The Massive Amount Of Cows Your McDonald's Burger Meat Could Come From

As plant-based proteins gain acceptance in the U.S. fast food market, with burger chains like Carl's Jr, Shake Shack, and Burger King now offering vegan-friendly menu items, the future of the U.S. meat industry looks increasingly uncertain. Quick service industry leader McDonald's gave a vote of confidence to plant-based foods earlier in 2021, signing a three-year global contract with Beyond Meat (via Eat This, Not That!).

A system-wide pivot at Mickey-D's towards vegan alternatives is still a ways off, with the chain's "McPlant" line currently unavailable in U.S. markets. Still, they couldn't have gotten the ball rolling at a better time: Vegan alternatives are becoming popular, with a recent 2021 study predicting that the plant-based global market will reach a $21.23 billion value by 2027 (via PR Newsire). 
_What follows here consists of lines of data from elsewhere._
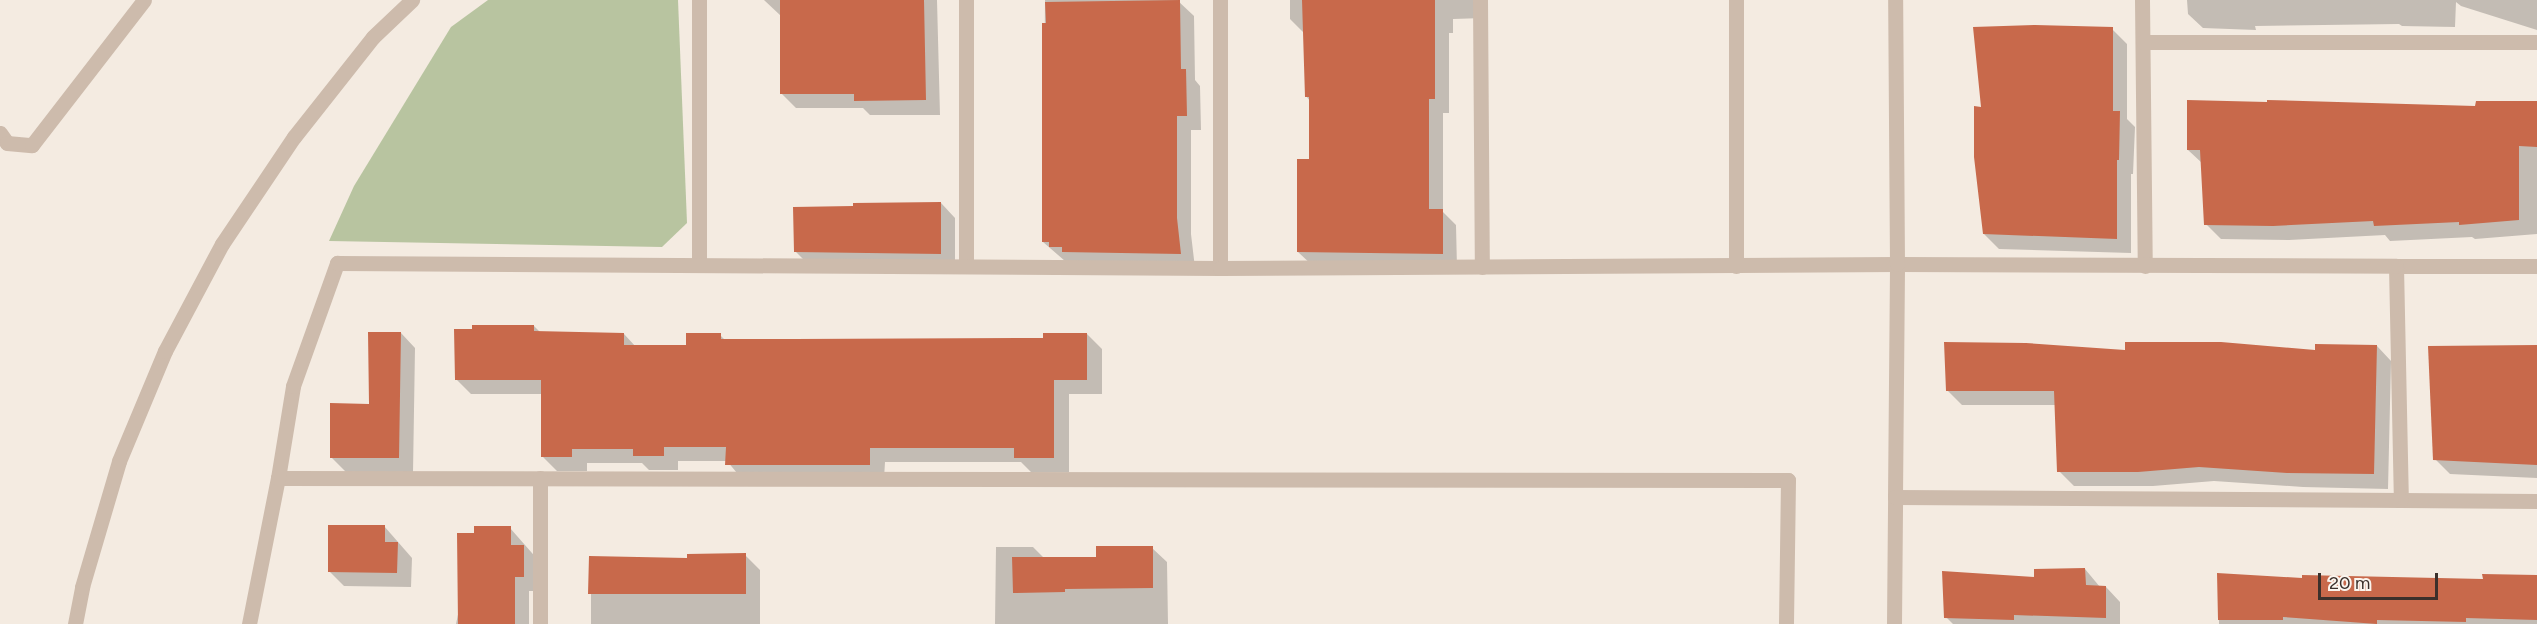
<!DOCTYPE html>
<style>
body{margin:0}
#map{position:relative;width:2537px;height:624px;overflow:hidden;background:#f4ebe1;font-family:Figtree,sans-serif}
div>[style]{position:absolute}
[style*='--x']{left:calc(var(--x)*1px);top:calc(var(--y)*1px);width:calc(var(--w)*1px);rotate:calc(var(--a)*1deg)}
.green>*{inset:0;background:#b8c4a0}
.shadow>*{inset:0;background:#0003}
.building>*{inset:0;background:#c8694b}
.minor>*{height:15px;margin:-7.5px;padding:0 7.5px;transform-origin:7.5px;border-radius:7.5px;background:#cdbbac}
.tertiary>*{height:15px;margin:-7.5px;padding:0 7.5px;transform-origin:7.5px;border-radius:7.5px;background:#cdbbac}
span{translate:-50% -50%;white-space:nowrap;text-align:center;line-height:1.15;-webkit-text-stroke:5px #fbf5ee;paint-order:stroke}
.scale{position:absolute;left:2318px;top:573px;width:120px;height:27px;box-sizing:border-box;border:3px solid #3b302b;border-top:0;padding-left:8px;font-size:18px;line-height:21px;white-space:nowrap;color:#3b302b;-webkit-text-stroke:4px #fbf5ee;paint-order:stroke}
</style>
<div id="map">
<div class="green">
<i style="clip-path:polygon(488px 0,678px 0,687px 223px,662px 247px,329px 241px,354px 186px,451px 27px)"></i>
</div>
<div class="shadow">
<i style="clip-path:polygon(764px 0,937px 0,940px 115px,870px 115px,863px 108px,796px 108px,781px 93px,781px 16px)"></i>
<i style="clip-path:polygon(1045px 0,1177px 0,1194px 16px,1195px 80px,1200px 86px,1201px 130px,1191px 130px,1191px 234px,1195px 268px,1065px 261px,1043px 242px)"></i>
<i style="clip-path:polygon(1290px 0,1483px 0,1484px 18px,1453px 19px,1453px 33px,1449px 33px,1449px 113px,1443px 113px,1443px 212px,1456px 225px,1457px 268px,1313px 266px,1298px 252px,1310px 160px,1310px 101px,1306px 96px,1304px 33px,1290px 19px)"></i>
<i style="clip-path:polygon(2187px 0,2537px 0,2537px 30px,2461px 6px,2456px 2px,2455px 27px,2402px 26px,2399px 24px,2255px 26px,2256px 30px,2203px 28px,2188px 14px)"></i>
<i style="clip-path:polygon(2112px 29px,2127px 44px,2127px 119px,2135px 127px,2133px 174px,2131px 174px,2131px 253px,1999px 249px,1984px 234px,1983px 108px)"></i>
<i style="clip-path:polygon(2537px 103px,2537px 234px,2475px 239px,2472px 237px,2390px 241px,2385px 235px,2289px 240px,2221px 239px,2206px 224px,2202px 163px,2188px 150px,2477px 108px)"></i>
<i style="clip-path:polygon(941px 203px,955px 218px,955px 268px,810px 266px,795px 251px)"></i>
<i style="clip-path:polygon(534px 326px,540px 332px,624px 334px,636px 347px,688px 347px,720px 335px,726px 341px,1045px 340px,1087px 334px,1102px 349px,1102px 394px,1069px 394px,1069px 472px,1031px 472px,1021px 462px,885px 462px,884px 479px,742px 479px,727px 461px,678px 461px,678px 470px,649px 470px,642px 463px,587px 463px,587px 471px,557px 471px,543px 457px,543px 394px,471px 394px,456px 379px)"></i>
<i style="clip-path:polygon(401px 333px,415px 348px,413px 473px,346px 472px,331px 457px,371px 405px)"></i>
<i style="clip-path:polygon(2377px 346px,2391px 361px,2388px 489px,2303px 487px,2214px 481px,2153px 486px,2074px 486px,2059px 471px,2056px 405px,1962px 405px,1947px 390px,2127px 352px,2317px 351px)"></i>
<i style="clip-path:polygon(2537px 348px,2537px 478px,2450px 474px,2435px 459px)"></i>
<i style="clip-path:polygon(384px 526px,412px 558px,411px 587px,344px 586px,329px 571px)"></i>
<i style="clip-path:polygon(510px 528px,539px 561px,539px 591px,529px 591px,529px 624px,456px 624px,475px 534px)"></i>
<i style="clip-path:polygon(996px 547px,1033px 547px,1045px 559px,1098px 559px,1152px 548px,1167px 562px,1168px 624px,995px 624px)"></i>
<i style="clip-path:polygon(745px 555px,760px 570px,760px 624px,591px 624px,591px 558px,689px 560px)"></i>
<i style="clip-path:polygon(2085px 569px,2100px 587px,2106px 587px,2120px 602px,2120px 624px,1953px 624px,1946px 617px,2036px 579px)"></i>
<i style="clip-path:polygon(2219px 574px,2303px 579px,2484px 580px,2537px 577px,2537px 624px,2219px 624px)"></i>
</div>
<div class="building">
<i style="clip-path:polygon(780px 0,924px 0,926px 100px,854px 101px,854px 94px,780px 94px)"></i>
<i style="clip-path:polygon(1180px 0,1181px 69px,1186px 69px,1187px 116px,1177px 116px,1177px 218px,1181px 254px,1062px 252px,1062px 247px,1049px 247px,1049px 242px,1042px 242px,1042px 23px,1046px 23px,1045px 2px)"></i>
<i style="clip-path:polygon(1302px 0,1435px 0,1435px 99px,1429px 99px,1429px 209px,1443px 209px,1443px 254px,1297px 252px,1297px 159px,1309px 159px,1309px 97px,1305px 97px)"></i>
<i style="clip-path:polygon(2035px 25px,2113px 27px,2113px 111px,2120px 111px,2119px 160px,2117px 160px,2117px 239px,1983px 234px,1974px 157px,1974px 106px,1981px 107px,1973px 27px)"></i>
<i style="clip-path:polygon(2187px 100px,2267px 102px,2267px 100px,2475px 106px,2476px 101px,2537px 101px,2537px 147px,2519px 146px,2519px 220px,2459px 225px,2459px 222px,2374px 226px,2373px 221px,2273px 226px,2204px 225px,2200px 150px,2187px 150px)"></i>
<i style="clip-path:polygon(941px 202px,941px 254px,794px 252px,793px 207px,853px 206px,853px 203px)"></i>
<i style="clip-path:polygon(472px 325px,534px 325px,534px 331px,624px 333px,624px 345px,686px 345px,686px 333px,721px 333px,721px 339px,794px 339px,1043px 338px,1043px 333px,1087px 333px,1087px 380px,1054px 380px,1054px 458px,1014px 458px,1014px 448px,870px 448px,870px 465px,725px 465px,726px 447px,664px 447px,664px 456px,633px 456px,633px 449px,572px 449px,572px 457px,541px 457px,541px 380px,455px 380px,454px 329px,472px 329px)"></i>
<i style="clip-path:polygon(368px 332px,401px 332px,399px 458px,330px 458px,330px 403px,369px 404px)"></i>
<i style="clip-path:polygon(1944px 342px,2026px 343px,2125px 350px,2125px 342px,2221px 342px,2315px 350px,2315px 344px,2377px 345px,2374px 474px,2287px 473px,2199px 467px,2138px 472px,2057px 472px,2054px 391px,1946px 391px)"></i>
<i style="clip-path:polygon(2537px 345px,2537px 465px,2433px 460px,2428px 346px)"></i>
<i style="clip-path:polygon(328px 525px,385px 525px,385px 542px,398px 542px,397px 573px,328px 572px)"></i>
<i style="clip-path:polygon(474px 526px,511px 526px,511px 545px,524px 545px,524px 577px,515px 577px,515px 624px,458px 624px,457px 533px,474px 533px)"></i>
<i style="clip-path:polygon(1096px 546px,1153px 546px,1153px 588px,1065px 589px,1065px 592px,1013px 593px,1012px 557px,1096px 557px)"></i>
<i style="clip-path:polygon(746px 553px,746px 594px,588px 594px,589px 556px,687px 558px,687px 554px)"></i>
<i style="clip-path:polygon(2085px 568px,2086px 585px,2106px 586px,2106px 618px,2014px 615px,2014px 620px,1944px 618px,1942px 571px,2034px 577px,2034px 569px)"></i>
<i style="clip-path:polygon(2217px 573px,2302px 578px,2302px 575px,2483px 579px,2482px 574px,2537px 575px,2537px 620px,2466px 618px,2466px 622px,2377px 620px,2377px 624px,2283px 617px,2283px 620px,2218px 620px)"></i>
</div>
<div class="minor">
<i style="--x:699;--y:0;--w:265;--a:90"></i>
<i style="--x:966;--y:0;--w:266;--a:90"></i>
<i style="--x:1220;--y:0;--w:268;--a:90"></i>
<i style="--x:1480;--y:0;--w:267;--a:89.6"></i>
<i style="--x:2142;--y:0;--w:266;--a:89.4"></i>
<i style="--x:2143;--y:42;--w:394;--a:0"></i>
<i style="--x:0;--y:133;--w:12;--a:55"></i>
<i style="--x:7;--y:143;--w:25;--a:5"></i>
<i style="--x:32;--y:145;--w:183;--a:-52.3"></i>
<i style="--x:1736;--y:266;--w:266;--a:-90"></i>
<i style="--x:2537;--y:266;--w:141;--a:180"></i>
<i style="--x:2396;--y:266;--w:234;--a:88.8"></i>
<i style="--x:2401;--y:500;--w:136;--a:0.4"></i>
<i style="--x:278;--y:478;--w:1510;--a:0.08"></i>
<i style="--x:1788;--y:480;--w:144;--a:90.8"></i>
<i style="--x:540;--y:478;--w:146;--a:90"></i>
<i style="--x:1895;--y:497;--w:233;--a:-89.5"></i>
<i style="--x:1897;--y:264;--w:499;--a:0.2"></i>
<i style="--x:249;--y:624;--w:149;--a:-78.8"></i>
<i style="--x:278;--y:478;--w:93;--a:-80.7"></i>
<i style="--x:293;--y:386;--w:131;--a:-70.3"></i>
<i style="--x:337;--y:263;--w:883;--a:0.32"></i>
<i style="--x:1220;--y:268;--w:677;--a:-0.34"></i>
<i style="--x:1897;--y:264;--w:264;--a:-90.4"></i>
<i style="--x:1894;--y:624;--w:127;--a:-89.5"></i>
<i style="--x:1895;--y:497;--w:506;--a:0.34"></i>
</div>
<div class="tertiary">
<i style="--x:75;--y:624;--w:38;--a:-79"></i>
<i style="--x:82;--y:587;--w:131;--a:-73.6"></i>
<i style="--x:119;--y:461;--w:119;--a:-67.3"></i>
<i style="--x:165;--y:351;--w:121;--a:-62"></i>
<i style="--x:222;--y:244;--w:129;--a:-56.1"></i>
<i style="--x:294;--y:137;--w:127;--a:-51.7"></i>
<i style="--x:373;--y:37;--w:54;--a:-43.5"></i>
</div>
<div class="scale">20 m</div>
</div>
It's also worth noting that McDonald's move towards plant-based foods is also a move away from animal protein — and the ethical concerns endemic to the meat industry. McDonald's complicity in these concerns has been a topic of public conversation since at least 2012, when the chain came under fire for its use of a controversial beef byproduct, "boneless lean beef trimmings," also known as "pink slime," according to ABC. Now, in the context of McDonald's move towards plant-based protein, it is worth revisiting a 2015 Washington Post article that posed a difficult question about McDonald's 100% beef patties.

100% beef, split 100 ways

In 2015, a columnist at the Washington Post asked themselves an odd question: "How many cows went into the average U.S. hamburger?" they wondered. The question — which they recall asking midway through eating a hamburger — may have been inspired by a press release issued by McDonald's U.K. the previous year, in which the company confirmed that batches of beef used to make its hamburgers were "made up of the meat from more than 100 cattle." In fact, the practice seems to be common across the food industry, with representatives for companies including Costco and Giant admitting in interviews with the Washington Post that they did not know the number of cows sourced per batch of their ground beef.

But the fact that most ground beef is made up of multiple cows shouldn't bother anyone, the article goes on to argue. According to Peter Singer, a Princeton professor of bioethics, multi-sourcing ground beef is at least as ethical as single-sourcing. "I don't think ethically it ought to make much of a difference," he told the Washington Post. "Whether one person eats a substantial part of one animal or a small part of a dozen or even hundred, in the end, they're all getting consumed." Whatever the case, there may be something to be said for gut reactions, and if McDonald's slow move towards plant-based protein is any indication, lots of people are going with their gut.